Desde que fueron detenidas, la familia de Lucio reclamaba que cumplan la pena en prisiones diferentes. “Están de luna de miel”, solían denunciar los abuelos del niño asesinado al respecto.

La Ministra de Seguridad, Patricia Bullrich, publicó en su cuenta de X un mensaje al respecto. «Se les acabó la luna de miel a las asesinas de Lucio Dupuy«, tituló, y explicó: «Lo mataron su madre y su novia. Se lo sacaron a su abuelo y a su tía. Lo torturaron hasta matarlo. En su declaración, la pareja asesina confesó que Lucio era «el obstáculo»: así le decían para estar juntas y por eso lo mataron«.

«Estaban juntas en la cárcel de La Pampa, lo que para el abuelo y la tía era darles un beneficio y no una pena. Por eso, nos pidieron separarlas y así lo hicimos«, expresó la ministra.

«Ahora ya están separadas, en dos cárceles en provincias distintas, y pasarán hasta el último día de sus vidas encerradas y sin verse. Las responsables de su sufrimiento y el de toda su familia van a tener su merecido, y Lucio y su familia van a tener justicia«, concluyó el mensaje.

El crimen de Dupuy

El trágico suceso que involucra a Lucio Dupuy tuvo lugar en la noche del viernes 26 de noviembre de 2021, cuando fue llevado al Hospital Evita de la capital pampeana por su madre y su pareja, mostrando múltiples y graves lesiones. En un estado crítico y con apenas signos vitales, los esfuerzos médicos por reanimarlo resultaron infructuosos, y su fallecimiento fue confirmado minutos después. Posteriormente, en el juicio que enfrentaron, se demostró que las mujeres mintieron ante los médicos, alegando que habían sido víctimas de un robo y que los asaltantes también habían agredido a Lucio. Esta versión falsa condujo a la intervención de la Policía provincial, resultando en la detención de Magdalena y Abigail.

La autopsia reveló que la causa de la muerte fue una «hemorragia interna» inducida por las brutales agresiones sufridas por Lucio.

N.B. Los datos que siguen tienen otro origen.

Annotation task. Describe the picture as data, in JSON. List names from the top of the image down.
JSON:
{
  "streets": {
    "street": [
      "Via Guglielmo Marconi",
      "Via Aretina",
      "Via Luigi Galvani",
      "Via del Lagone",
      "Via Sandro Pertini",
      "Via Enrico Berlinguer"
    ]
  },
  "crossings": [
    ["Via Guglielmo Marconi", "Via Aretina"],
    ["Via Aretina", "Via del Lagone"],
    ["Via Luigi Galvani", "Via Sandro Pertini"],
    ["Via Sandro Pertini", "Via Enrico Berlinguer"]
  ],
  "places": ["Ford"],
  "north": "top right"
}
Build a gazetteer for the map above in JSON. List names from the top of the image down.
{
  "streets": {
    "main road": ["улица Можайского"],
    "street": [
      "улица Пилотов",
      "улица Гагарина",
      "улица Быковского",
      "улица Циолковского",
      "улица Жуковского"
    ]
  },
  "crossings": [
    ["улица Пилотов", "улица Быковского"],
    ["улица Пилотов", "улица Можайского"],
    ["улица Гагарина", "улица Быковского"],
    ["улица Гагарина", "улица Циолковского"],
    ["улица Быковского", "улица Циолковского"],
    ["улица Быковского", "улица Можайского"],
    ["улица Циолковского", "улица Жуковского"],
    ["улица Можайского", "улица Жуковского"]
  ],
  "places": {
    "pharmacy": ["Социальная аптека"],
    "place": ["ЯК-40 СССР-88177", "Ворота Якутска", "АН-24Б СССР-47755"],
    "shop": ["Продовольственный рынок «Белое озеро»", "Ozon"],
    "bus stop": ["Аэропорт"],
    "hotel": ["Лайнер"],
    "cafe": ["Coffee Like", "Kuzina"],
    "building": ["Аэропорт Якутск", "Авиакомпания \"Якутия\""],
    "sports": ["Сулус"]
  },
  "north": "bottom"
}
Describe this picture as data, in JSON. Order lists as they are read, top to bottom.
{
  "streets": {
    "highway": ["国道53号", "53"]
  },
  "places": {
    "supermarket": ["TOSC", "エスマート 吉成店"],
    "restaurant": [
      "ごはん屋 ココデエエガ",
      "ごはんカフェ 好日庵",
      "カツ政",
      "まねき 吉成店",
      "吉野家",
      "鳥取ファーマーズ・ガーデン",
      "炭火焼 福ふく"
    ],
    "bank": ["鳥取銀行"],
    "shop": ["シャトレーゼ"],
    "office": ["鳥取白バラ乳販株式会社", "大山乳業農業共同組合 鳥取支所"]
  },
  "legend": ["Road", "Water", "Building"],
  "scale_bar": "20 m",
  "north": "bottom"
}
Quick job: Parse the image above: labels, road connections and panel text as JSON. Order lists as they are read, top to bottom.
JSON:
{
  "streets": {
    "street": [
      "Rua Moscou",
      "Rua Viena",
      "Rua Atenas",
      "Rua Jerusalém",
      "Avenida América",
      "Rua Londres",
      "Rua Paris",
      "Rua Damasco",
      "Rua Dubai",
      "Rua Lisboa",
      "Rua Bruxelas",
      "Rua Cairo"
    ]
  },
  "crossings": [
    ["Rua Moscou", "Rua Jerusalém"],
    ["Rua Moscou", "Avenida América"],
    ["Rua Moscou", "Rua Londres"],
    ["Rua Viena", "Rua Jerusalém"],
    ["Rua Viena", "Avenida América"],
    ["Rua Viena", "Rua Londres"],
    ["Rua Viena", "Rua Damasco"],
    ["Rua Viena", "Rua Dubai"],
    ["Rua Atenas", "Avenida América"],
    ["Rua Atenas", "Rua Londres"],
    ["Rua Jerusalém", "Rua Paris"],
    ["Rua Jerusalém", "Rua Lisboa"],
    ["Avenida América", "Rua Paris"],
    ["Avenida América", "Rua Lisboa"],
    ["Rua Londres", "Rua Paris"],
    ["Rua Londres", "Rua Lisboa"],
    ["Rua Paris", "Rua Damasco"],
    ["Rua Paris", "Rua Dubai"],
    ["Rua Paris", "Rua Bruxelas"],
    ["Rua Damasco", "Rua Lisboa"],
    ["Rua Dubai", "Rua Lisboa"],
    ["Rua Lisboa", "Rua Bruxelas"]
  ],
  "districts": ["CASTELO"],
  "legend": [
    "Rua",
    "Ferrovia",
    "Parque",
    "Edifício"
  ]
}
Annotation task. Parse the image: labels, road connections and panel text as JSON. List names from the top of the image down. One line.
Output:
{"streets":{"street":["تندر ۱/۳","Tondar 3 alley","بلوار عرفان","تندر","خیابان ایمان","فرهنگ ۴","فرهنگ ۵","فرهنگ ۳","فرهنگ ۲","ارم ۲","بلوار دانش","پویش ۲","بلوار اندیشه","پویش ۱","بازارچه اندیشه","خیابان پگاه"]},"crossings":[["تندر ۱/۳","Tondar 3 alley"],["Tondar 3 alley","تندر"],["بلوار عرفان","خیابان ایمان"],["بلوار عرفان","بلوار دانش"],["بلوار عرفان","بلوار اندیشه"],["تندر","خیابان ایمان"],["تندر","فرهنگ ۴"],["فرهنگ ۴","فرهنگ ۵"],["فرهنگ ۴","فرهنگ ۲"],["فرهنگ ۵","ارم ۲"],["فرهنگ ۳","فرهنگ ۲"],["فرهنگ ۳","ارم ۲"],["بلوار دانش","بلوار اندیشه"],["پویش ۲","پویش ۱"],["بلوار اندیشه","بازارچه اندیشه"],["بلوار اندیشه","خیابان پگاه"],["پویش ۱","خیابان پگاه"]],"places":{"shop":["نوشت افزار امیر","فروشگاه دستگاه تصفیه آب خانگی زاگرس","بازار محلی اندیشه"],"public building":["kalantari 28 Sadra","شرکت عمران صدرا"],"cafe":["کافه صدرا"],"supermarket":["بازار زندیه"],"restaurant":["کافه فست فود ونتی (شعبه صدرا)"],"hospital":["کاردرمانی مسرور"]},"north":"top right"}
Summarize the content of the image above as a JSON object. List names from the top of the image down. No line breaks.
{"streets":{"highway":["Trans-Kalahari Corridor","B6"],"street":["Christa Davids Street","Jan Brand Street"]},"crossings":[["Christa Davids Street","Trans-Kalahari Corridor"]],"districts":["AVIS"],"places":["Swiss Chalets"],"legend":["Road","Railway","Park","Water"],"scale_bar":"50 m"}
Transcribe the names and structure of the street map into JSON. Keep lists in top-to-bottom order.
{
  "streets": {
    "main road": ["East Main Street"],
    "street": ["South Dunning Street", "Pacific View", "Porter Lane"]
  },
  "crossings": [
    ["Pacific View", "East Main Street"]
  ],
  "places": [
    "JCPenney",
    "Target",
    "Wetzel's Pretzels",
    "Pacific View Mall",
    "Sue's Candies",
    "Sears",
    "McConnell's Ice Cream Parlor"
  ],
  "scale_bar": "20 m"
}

Además, se descubrió que el niño presentaba tanto lesiones antiguas como recientes, habiendo sido tratado previamente por fracturas de brazos y dedos en varios centros de salud. Su cuerpo exhibía evidencias de golpes, mordeduras y quemaduras de cigarrillos.

Ambas mujeres fueron sometidas a juicio y el 17 de febrero de 2023, el Tribunal de Santa Rosa, integrado por los jueces Alejandra Ongaro, Daniel Sáez Zamora y Andrés Olié, las condenó a cadena perpetua.

Magdalena Espósito Valenti, la madre, fue encontrada culpable como autora material del delito de homicidio triplemente calificado por el vínculo, la alevosía y el ensañamiento. Por su parte, Abigail Pérez, su pareja, fue condenada como autora material del delito de homicidio doblemente calificado por la alevosía y el ensañamiento, y además, culpable de abuso sexual con acceso carnal agravado por ser la tutora y por tratarse de una víctima menor de 18 años de edad.

El 26 de septiembre de ese mismo año, el Tribunal de Impugnación Penal de La Pampa confirmó las condenas y agregó el delito de abuso sexual a la condena de la madre. El 3 de mayo fue promulgada la Ley Lucio (27.709), que busca prevenir y detectar tempranamente situaciones de vulneración de los derechos de los niños y adolescentes.